**Exercise**
Without reproducing any picture, copy the records word for word.

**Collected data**
┄┄┄┄┄┄
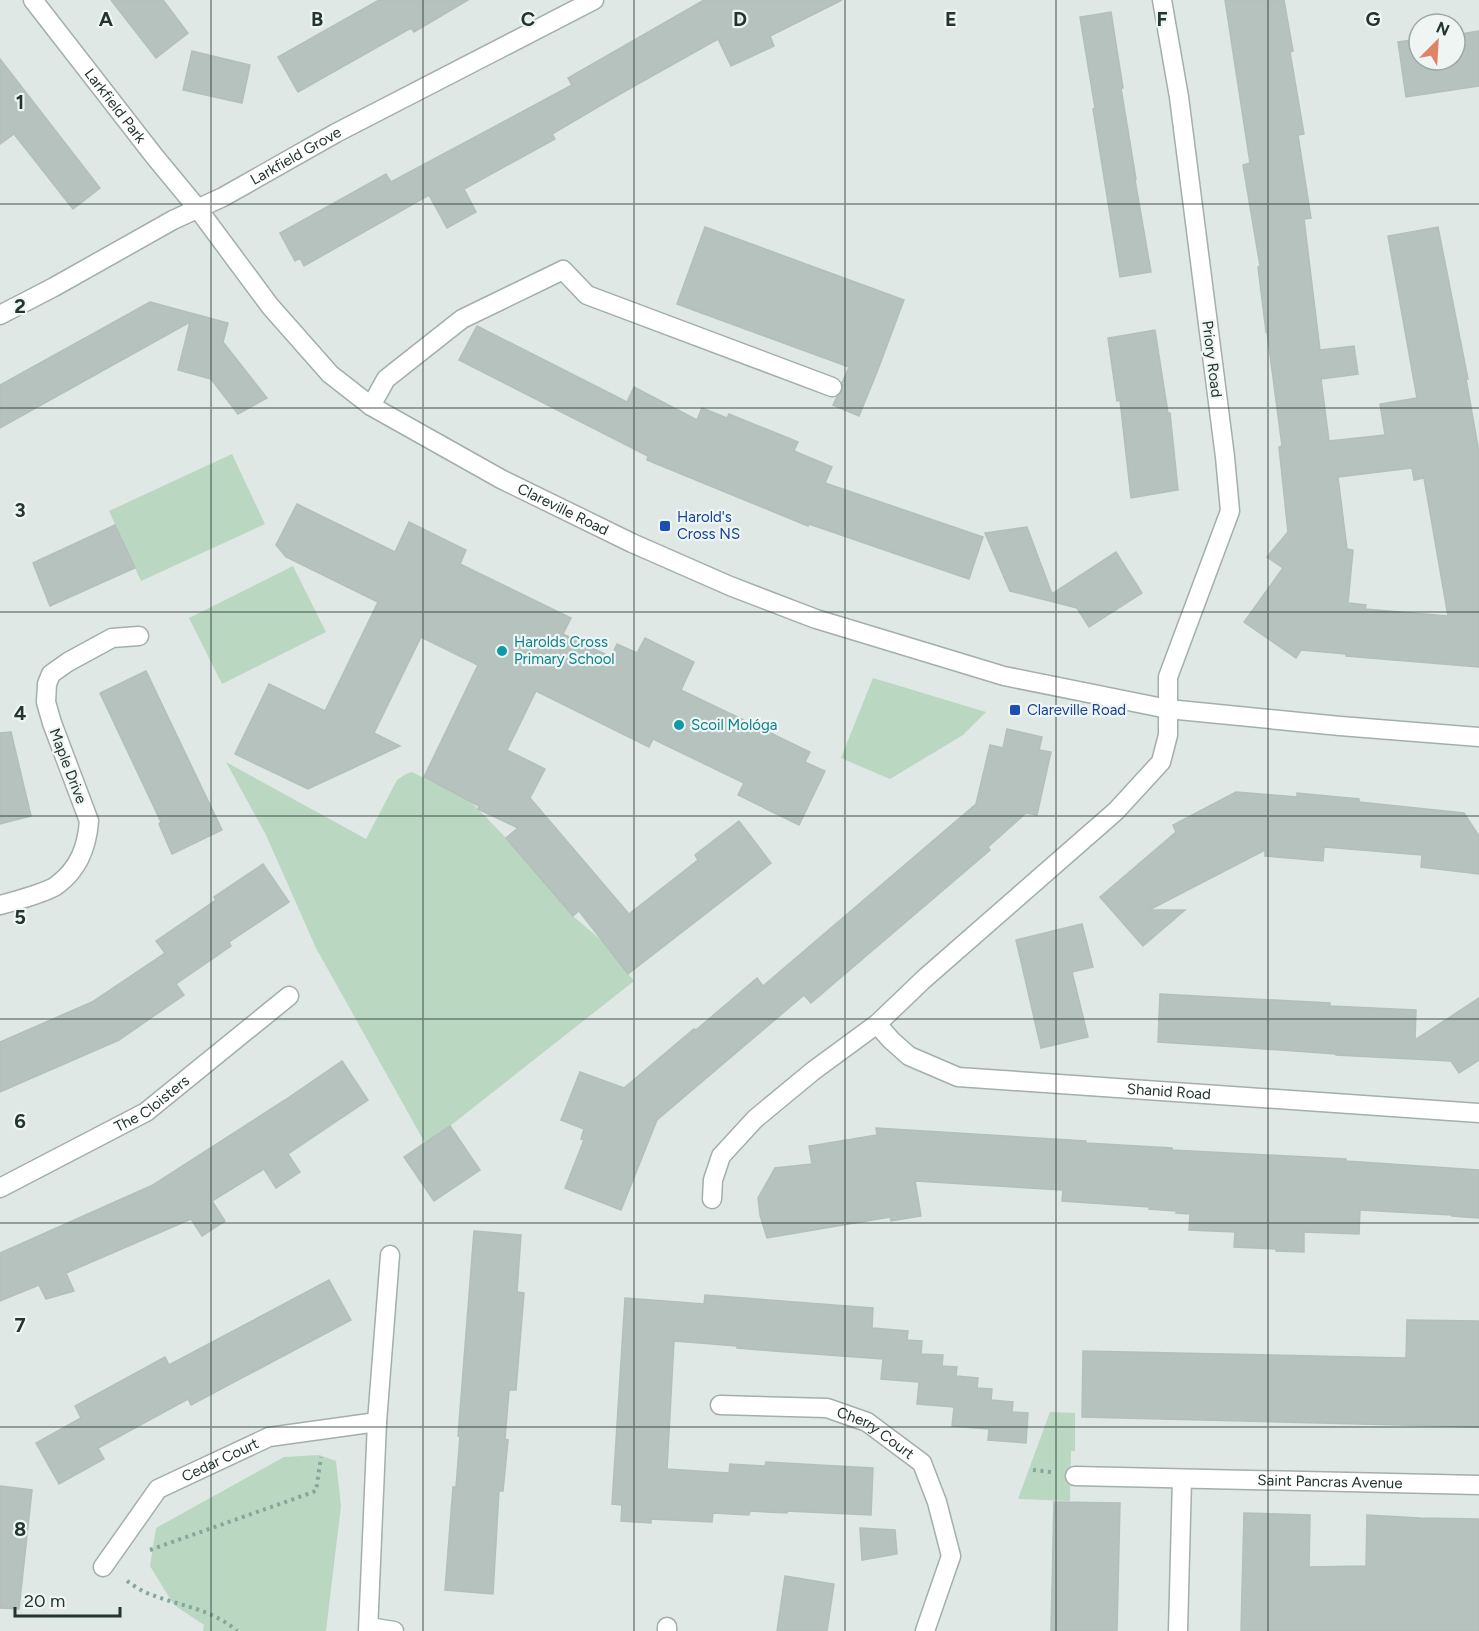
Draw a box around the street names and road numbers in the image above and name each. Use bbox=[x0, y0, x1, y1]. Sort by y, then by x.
street label: Larkfield Park bbox=[81, 65, 150, 147]
street label: Larkfield Grove bbox=[247, 123, 344, 189]
street label: Priory Road bbox=[1198, 320, 1226, 398]
street label: Clareville Road bbox=[515, 479, 612, 539]
street label: Maple Drive bbox=[45, 726, 91, 806]
street label: The Cloisters bbox=[111, 1071, 193, 1136]
street label: Shanid Road bbox=[1126, 1080, 1211, 1103]
street label: Cherry Court bbox=[834, 1403, 918, 1463]
street label: Cedar Court bbox=[179, 1434, 262, 1486]
street label: Saint Pancras Avenue bbox=[1257, 1471, 1403, 1492]

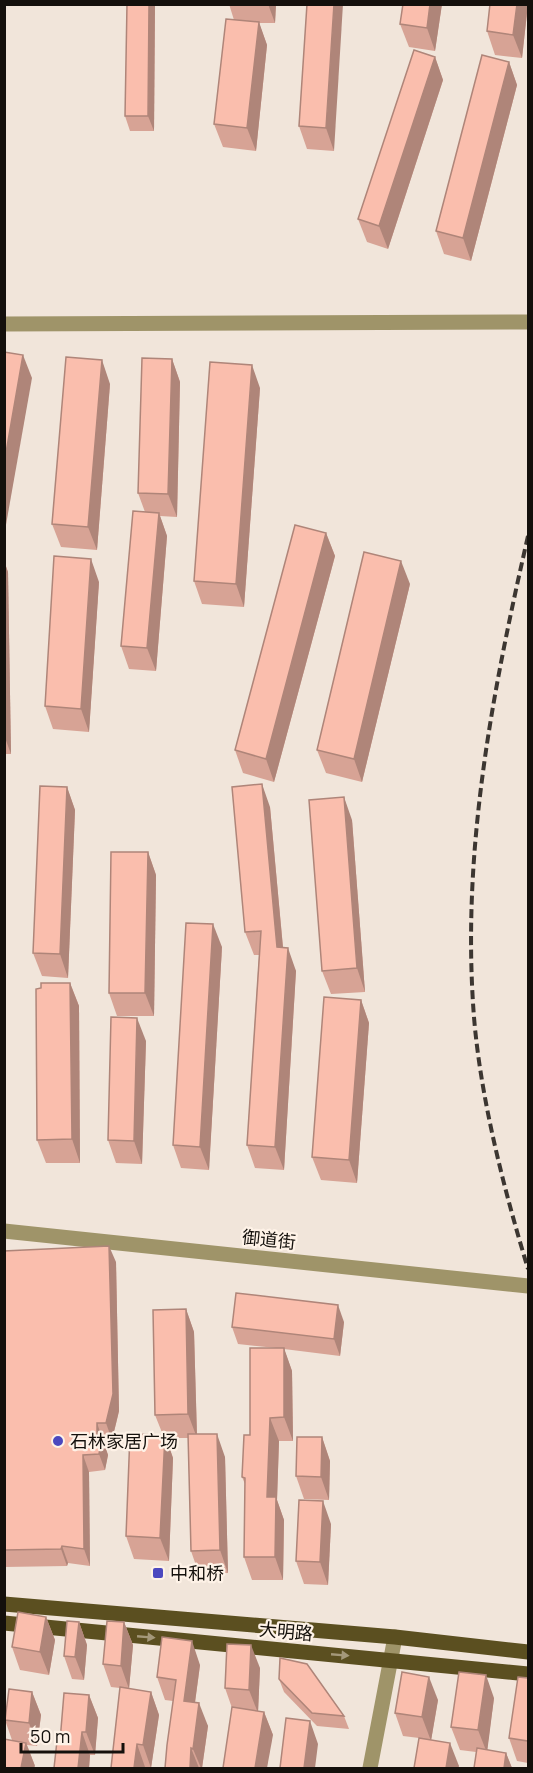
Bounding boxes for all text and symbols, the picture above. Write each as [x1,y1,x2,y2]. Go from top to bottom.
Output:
street label: 御道街 [241,1224,297,1254]
place label: 石林家居广场 [70,1429,178,1453]
marker: 石林家居广场 [51,1434,65,1448]
place label: 中和桥 [170,1561,224,1585]
marker: 中和桥 [151,1566,165,1580]
street label: 大明路 [258,1617,314,1645]
one-way arrow [137,1632,156,1642]
one-way arrow [331,1650,350,1660]
scale bar [21,1716,123,1754]
text: 50 m [30,1724,70,1748]

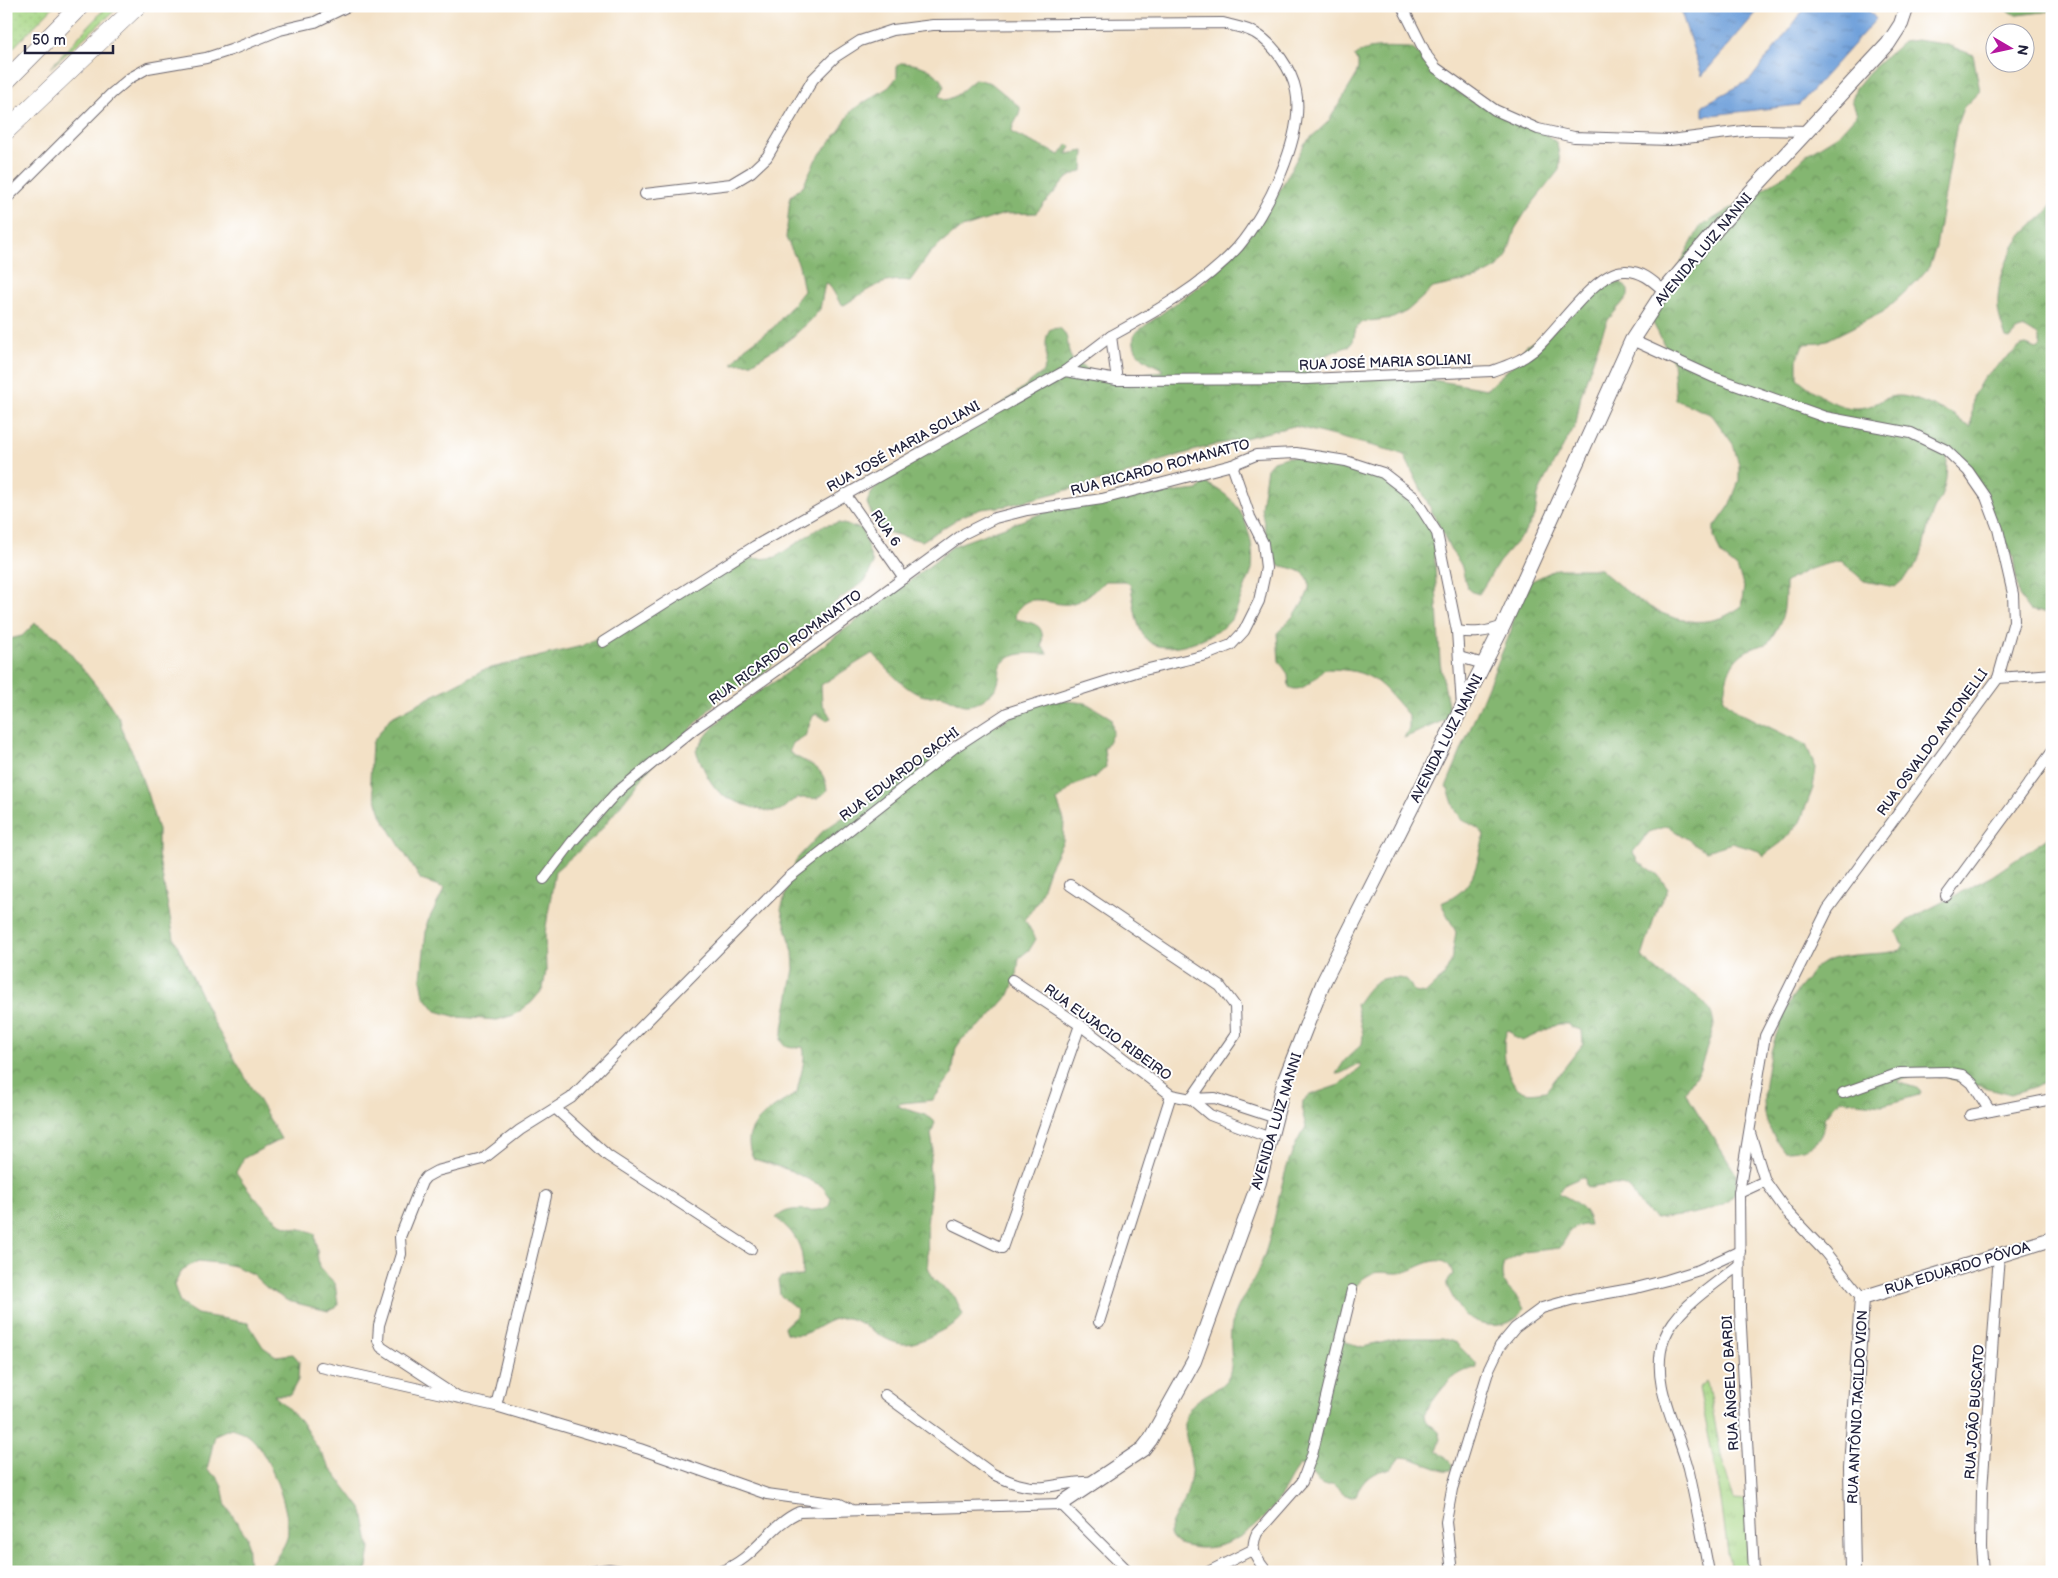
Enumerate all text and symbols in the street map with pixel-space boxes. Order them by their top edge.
scale bar [25,22,112,54]
north arrow [1986,22,2036,72]
text: 50 m [32,31,66,50]
text: N [2013,43,2032,56]
street label: AVENIDA LUIZ NANNI [1651,190,1755,309]
street label: RUA JOSÉ MARIA SOLIANI [1298,350,1472,374]
street label: RUA JOSÉ MARIA SOLIANI [823,396,983,496]
street label: RUA RICARDO ROMANATTO [1069,435,1252,500]
street label: RUA 6 [867,507,904,550]
street label: RUA RICARDO ROMANATTO [705,586,865,709]
street label: RUA OSVALDO ANTONELLI [1873,666,1991,819]
street label: AVENIDA LUIZ NANNI [1407,671,1486,805]
street label: RUA EDUARDO SACHI [836,724,962,825]
street label: RUA EUJACIO RIBEIRO [1041,980,1175,1085]
street label: AVENIDA LUIZ NANNI [1248,1051,1305,1191]
street label: RUA EDUARDO PÓVOA [1882,1237,2032,1299]
street label: RUA ANTÔNIO TACILDO VION [1843,1310,1871,1504]
street label: RUA ÂNGELO BARDI [1717,1315,1743,1451]
street label: RUA JOÃO BUSCATO [1960,1344,1988,1480]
┄┄┄┄┄┄
**Answer to the problem**
Draw a box around the street names and road numbers in the image above and name each. Use bbox=[x0, y0, x1, y1]. Sort by y, then by x.
street label: Larkfield Park bbox=[81, 65, 150, 147]
street label: Larkfield Grove bbox=[247, 123, 344, 189]
street label: Priory Road bbox=[1198, 320, 1226, 398]
street label: Clareville Road bbox=[515, 479, 612, 539]
street label: Maple Drive bbox=[45, 726, 91, 806]
street label: The Cloisters bbox=[111, 1071, 193, 1136]
street label: Shanid Road bbox=[1126, 1080, 1211, 1103]
street label: Cherry Court bbox=[834, 1403, 918, 1463]
street label: Cedar Court bbox=[179, 1434, 262, 1486]
street label: Saint Pancras Avenue bbox=[1257, 1471, 1403, 1492]

Bounding boxes for all text and symbols, the picture above. Write each as [x1,y1,x2,y2]. Go from top to bottom.
Output:
street label: 御道街 [241,1224,297,1254]
place label: 石林家居广场 [70,1429,178,1453]
marker: 石林家居广场 [51,1434,65,1448]
place label: 中和桥 [170,1561,224,1585]
marker: 中和桥 [151,1566,165,1580]
street label: 大明路 [258,1617,314,1645]
one-way arrow [137,1632,156,1642]
one-way arrow [331,1650,350,1660]
scale bar [21,1716,123,1754]
text: 50 m [30,1724,70,1748]

Enumerate all text and symbols in the street map with pixel-space boxes. Order them by their top edge.
scale bar [25,22,112,54]
north arrow [1986,22,2036,72]
text: 50 m [32,31,66,50]
text: N [2013,43,2032,56]
street label: AVENIDA LUIZ NANNI [1651,190,1755,309]
street label: RUA JOSÉ MARIA SOLIANI [1298,350,1472,374]
street label: RUA JOSÉ MARIA SOLIANI [823,396,983,496]
street label: RUA RICARDO ROMANATTO [1069,435,1252,500]
street label: RUA 6 [867,507,904,550]
street label: RUA RICARDO ROMANATTO [705,586,865,709]
street label: RUA OSVALDO ANTONELLI [1873,666,1991,819]
street label: AVENIDA LUIZ NANNI [1407,671,1486,805]
street label: RUA EDUARDO SACHI [836,724,962,825]
street label: RUA EUJACIO RIBEIRO [1041,980,1175,1085]
street label: AVENIDA LUIZ NANNI [1248,1051,1305,1191]
street label: RUA EDUARDO PÓVOA [1882,1237,2032,1299]
street label: RUA ANTÔNIO TACILDO VION [1843,1310,1871,1504]
street label: RUA ÂNGELO BARDI [1717,1315,1743,1451]
street label: RUA JOÃO BUSCATO [1960,1344,1988,1480]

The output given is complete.